Causal graph convolution neural differential equation for spatio-temporal time series prediction

Published: 2025, Last Modified: 06 Jan 2026Appl. Intell. 2025EveryoneRevisionsBibTeXCC BY-SA 4.0
Abstract: Multivariate time series prediction has attracted wide research interest in recent decades. However, implicit spatial topology information and rich temporal evolution information bring many challenges to multivariate time series prediction. In this paper, a novel graph convolution module based on Granger causality is introduced to adaptively learn the causality between nodes. In detail, the ordinary differential equation (ODE) of a graph is used to model the propagation of spatial information between its nodes, and a temporal neural differential equation (NDE) is used to model the temporal evolution of the given nonlinear system. The Granger causality between multivariate time series is revealed by applying a multilayer perceptron (MLP) while imposing the \(L \)2 regularization constraint on the weights. A long short-term memory (LSTM)-based network is used as the nonlinear operator to reveal the underlying evolution mechanism of the input spatio-temporal time series.
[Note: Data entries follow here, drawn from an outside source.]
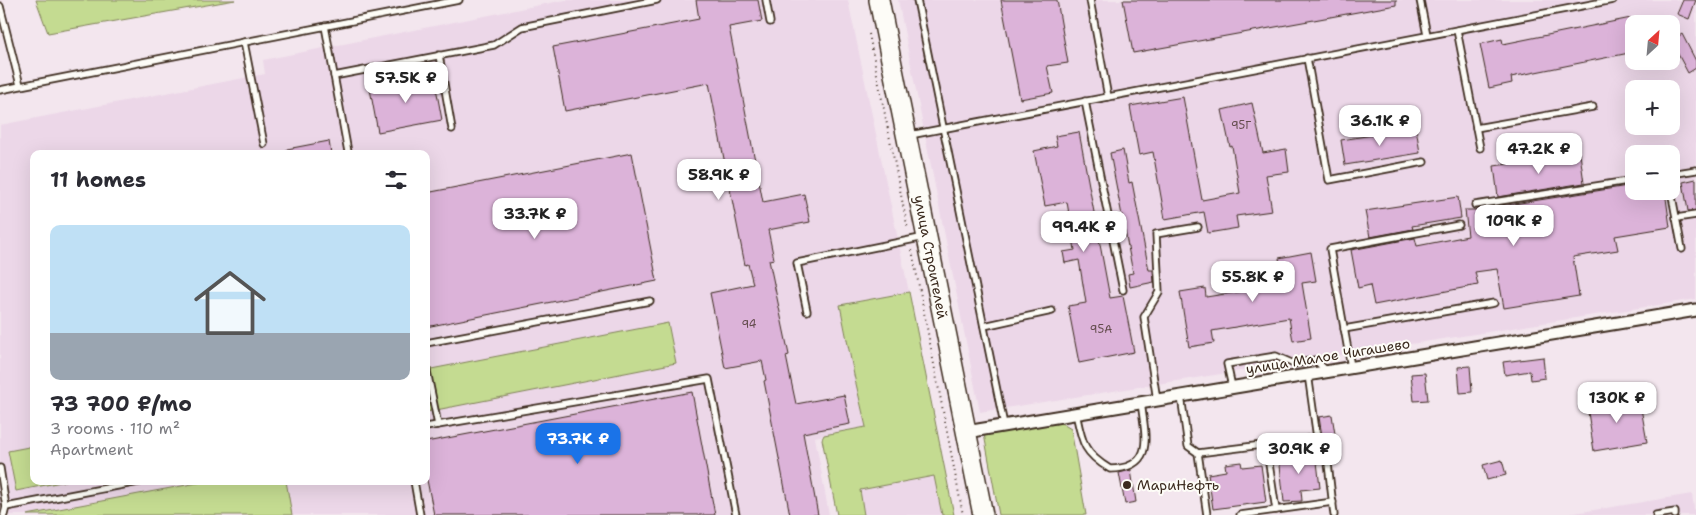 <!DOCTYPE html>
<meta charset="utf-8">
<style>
body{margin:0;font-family:"Shantell Sans",sans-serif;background:#f7f7f7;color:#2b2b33;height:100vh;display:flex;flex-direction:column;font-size:19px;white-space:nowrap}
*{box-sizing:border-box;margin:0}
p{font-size:16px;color:#7c7c81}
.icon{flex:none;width:28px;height:28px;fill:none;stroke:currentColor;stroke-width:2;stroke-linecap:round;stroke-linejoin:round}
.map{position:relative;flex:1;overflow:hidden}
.panel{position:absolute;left:30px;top:150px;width:400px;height:335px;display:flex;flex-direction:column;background:#fff;border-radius:10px;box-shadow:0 5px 20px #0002}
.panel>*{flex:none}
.needle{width:32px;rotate:26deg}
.buttons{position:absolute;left:1625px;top:15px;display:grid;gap:10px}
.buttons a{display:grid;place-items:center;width:55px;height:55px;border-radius:10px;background:#fff;box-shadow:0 5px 20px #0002;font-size:25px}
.price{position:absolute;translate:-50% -42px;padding:0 11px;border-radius:10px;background:#fff;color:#222;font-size:16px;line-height:32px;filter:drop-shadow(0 1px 2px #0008)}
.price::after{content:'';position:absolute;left:50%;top:30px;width:15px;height:11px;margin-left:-8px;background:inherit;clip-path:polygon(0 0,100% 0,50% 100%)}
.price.current{background:#1a73e8;color:#fff}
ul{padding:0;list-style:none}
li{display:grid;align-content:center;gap:10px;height:265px;padding:0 20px}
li+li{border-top:1px solid #e1e1e2}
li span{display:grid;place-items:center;height:155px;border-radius:10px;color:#555}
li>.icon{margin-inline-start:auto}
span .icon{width:90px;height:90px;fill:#fffc;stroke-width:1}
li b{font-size:21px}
h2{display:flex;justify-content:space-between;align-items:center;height:60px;padding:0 20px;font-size:21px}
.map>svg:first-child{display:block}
</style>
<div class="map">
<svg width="1696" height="515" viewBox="0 0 1696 515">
<rect width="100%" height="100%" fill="#f3e6ee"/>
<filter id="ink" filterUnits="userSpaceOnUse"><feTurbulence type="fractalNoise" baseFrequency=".02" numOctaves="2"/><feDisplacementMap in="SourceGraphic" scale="10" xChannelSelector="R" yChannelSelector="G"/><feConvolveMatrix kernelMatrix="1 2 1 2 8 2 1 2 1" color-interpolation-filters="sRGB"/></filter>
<g filter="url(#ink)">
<g fill="#ecd7e8" fill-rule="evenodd">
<path d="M565,0H848L909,292L840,305L854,375L866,427L815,437L829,515H0V125L265,74L263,60ZM34,154H426V481H34Z"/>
<path d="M898,0H1696V299L980,412ZM1634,24H1671V61H1634ZM1634,89H1671V126H1634ZM1634,154H1671V191H1634Z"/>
<path d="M935,476L942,515H864L859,490Z"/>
<path d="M1692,494L1695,515H1563Z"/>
</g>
<g fill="#c4db91" stroke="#808258">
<path d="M36,0H235L48,33Z"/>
<path d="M909,292L954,515H942L934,476L860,490L864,515H837L822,439L824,435L866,427L854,375L840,305Z"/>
<path d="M668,323L676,363L426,412V370Z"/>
<path d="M1061,423L1071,429L1086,515H999L984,434Z"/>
<path d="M34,446V481H66L16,491L8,451Z"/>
<path d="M208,481H286L292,515H27Z"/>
</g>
<g fill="#dcb3d9" stroke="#3b2a1e">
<path d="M696,0H758L762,21L729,27L763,202L804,194L810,222L768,230L774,259L769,260L789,355L786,356L790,376L796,404L844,395L850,424L803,433L818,515H790L764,381L766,380L762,361L725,368L710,293L753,284L748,264L745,265L709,83L565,111L553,47L699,19Z"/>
<path d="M1001,0H1057L1068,63L1047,66L1053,93L1020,99Z"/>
<path d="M1123,0H1396V5L1133,53Z"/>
<path d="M1683,0H1696L1689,19L1677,14Z"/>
<path d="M1631,18L1634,30V52L1511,77L1512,83L1489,88L1480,44L1502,39L1503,44Z"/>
<path d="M1682,34L1696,61V68L1688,73L1671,41Z"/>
<path d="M434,77L442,120L378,132L370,89Z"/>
<path d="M1183,97L1202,200L1240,193L1232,146L1230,147L1222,110L1252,103L1263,153L1286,149L1289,172L1266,175L1272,211L1236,216L1238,228L1208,233L1204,212L1165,219L1153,152L1139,155L1130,106Z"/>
<path d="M1416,128L1420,153L1345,165L1341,140Z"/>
<path d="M1079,132L1110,298L1123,296L1134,352L1079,363L1068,306L1086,303L1079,260L1065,263L1063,252L1075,250L1067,202L1045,206L1034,151L1057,146L1055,136Z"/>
<path d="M329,141L331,154H287V149Z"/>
<path d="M1123,150L1129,183L1132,182L1149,270H1153V271L1154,282L1130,287L1128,274L1133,273L1110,153Z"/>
<path d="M632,153L657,281L426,327V193Z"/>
<path d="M1580,154L1584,183L1498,197L1494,166Z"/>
<path d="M1696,179V210L1688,211L1683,182Z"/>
<path d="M1634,185V191H1665L1670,227L1615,236L1618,250L1573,257L1579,296L1504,308L1497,269L1475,272L1478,285L1374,305L1370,285L1358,288L1351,250L1415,238L1417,246L1468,236L1465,210H1476Z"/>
<path d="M1458,197L1461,218L1412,226L1413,229L1370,237L1365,211Z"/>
<path d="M1311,252L1316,281L1302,283L1311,338L1293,341L1289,318L1212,331L1214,343L1189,347L1180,292L1205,288L1206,297L1250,290L1248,276L1281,271L1279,258Z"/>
<path d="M1543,357L1545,378L1531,380L1530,371L1505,375L1503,362Z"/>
<path d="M1470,366L1472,392L1460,393L1458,367Z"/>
<path d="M1425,373L1428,400L1414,401L1411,374Z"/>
<path d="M692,392L715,515H434L426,475V442Z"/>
<path d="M1639,397L1647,442L1594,451L1587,406Z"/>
<path d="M1332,415L1335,434L1322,436L1319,417Z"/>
<path d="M1316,453L1320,488L1301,490L1302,501L1284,502L1279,456Z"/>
<path d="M1502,460L1506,475L1487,480L1483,465Z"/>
<path d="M1241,462L1242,467L1261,465L1266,502L1213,509L1208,474L1226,471L1225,464Z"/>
<path d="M1131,470L1136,502L1125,504L1119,473Z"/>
</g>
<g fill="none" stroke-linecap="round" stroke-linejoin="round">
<defs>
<g id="lane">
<path d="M766,0L770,22"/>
<path d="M917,0L1004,425"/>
<path d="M1090,0L1108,97"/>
<path d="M1420,0L1427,35"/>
<path d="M0,6L20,85"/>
<path d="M325,26L348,152"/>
<path d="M1457,30L1480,148"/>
<path d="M244,42L264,144"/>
<path d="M439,55L452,129"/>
<path d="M1307,58L1329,180L1424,162"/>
<path d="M334,76L494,45L522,27L657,0"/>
<path d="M0,90L459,0"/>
<path d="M1085,101L1123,290"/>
<path d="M1476,128L1593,107"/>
<path d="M910,135L1613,0"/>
<path d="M1671,174L1696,170"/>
<path d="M1671,191L1682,249"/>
<path d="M1475,205L1634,180"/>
<path d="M1676,218L1696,215"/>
<path d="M807,311L797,263L925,237"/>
<path d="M984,326L1052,311"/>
<path d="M1344,329L1494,303"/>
<path d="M426,343L650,301"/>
<path d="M426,366L438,425"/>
<path d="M1351,367L1330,249L1459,225"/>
<path d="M1308,374L1317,438"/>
<path d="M1232,387L1227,364L1276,356L1294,364L1315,360L1327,371"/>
<path d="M1181,396L1188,446L1198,453L1317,438L1326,446L1334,515"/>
<path d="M1157,400L1144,317L1159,292L1156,234L1198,227"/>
<path d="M1076,413C1082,442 1083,453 1110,469C1156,468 1145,436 1141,402"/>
<path d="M426,427L709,379L736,515"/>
<path d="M1266,444L1276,510"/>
<path d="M1198,453L1207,515"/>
<path d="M0,468L6,507L4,515"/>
<path d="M414,481L420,515"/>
<path d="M6,507L144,481"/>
<path d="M1240,515L1333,502"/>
<path d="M1656,515L1675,512V515"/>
</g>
<path id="street" d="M966,432L1696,310"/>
<path id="primary" d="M879,0L983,515"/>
</defs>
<use href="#lane" stroke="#3b2a1e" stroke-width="9"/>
<use href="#street" stroke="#3b2a1e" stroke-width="15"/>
<use href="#primary" stroke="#3b2a1e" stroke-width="22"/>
<g stroke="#3b2a1e" stroke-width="2" stroke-dasharray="1 4" stroke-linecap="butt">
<path d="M869,34L908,230"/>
<path d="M912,250L963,515"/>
</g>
<use href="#lane" stroke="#fdfcf7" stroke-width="5.5"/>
<use href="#street" stroke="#fdfcf7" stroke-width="11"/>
<use href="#primary" stroke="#fdfcf7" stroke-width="19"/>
</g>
</g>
<circle fill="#3b2a1e" stroke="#fdfcf7" stroke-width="2" cx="1127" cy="485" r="5"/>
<g text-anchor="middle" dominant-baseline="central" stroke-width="4" stroke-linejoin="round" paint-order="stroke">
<g font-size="11" fill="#634c4d">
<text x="1241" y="125">95Г</text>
<text x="749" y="324">94</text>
<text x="1101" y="329">95А</text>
</g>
<g font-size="14" fill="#3b2a1e" stroke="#fdfcf7">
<text transform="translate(931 257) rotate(79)">улица Строителей</text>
<text transform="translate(1328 356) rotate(-9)">улица Малое Чигашево</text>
</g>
<g font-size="14" fill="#3b2a1e" stroke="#fdfcf7" text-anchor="start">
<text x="1137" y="485">МариНефть</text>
</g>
</g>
</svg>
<div class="buttons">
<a><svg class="needle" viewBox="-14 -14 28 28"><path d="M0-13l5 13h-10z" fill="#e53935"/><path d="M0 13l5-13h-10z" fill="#7c7c81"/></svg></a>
<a>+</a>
<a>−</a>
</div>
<b class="price" style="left:406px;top:104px">57.5K ₽</b>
<b class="price" style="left:1380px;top:147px">36.1K ₽</b>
<b class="price" style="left:1539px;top:175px">47.2K ₽</b>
<b class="price" style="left:719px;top:201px">58.9K ₽</b>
<b class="price" style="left:535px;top:240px">33.7K ₽</b>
<b class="price" style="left:1514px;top:247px">109K ₽</b>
<b class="price" style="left:1084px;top:253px">99.4K ₽</b>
<b class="price" style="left:1253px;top:303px">55.8K ₽</b>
<b class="price" style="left:1617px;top:424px">130K ₽</b>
<b class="price current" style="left:578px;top:465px">73.7K ₽</b>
<b class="price" style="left:1299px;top:475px">30.9K ₽</b>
<section class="panel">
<h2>11 homes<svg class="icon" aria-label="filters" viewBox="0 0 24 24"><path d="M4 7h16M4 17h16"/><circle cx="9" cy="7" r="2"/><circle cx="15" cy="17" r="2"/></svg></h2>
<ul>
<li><span style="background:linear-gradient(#bfe0f5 70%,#9aa5b1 0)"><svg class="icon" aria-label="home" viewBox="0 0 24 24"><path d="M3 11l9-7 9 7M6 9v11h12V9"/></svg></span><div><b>73 700 ₽/mo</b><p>3 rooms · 110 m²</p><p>Apartment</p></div></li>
</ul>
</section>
</div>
Furthermore, the forward Euler integration method is used to solve the graph ODE, which aims to enhance the representation ability of the proposed model while solving over-smoothing when the graph convolutional network (GCN) becomes too deep. The Euler trapezoidal integration method is used to simulate the evolution processes of dynamical systems and obtain the high-dimensional states of the medium and long-term prediction by solving the temporal NDE. The proposed model can explicitly discover the spatial correlations through its GCN-based causality module. We also combine the graph ODE module and the temporal NDE module to model the spatial information aggregation and temporal dynamic evolution processes, respectively, thus making the proposed model more interpretable. The experimental results demonstrate the effectiveness of our method in terms of spatio-temporal dynamic discovery and prediction performance.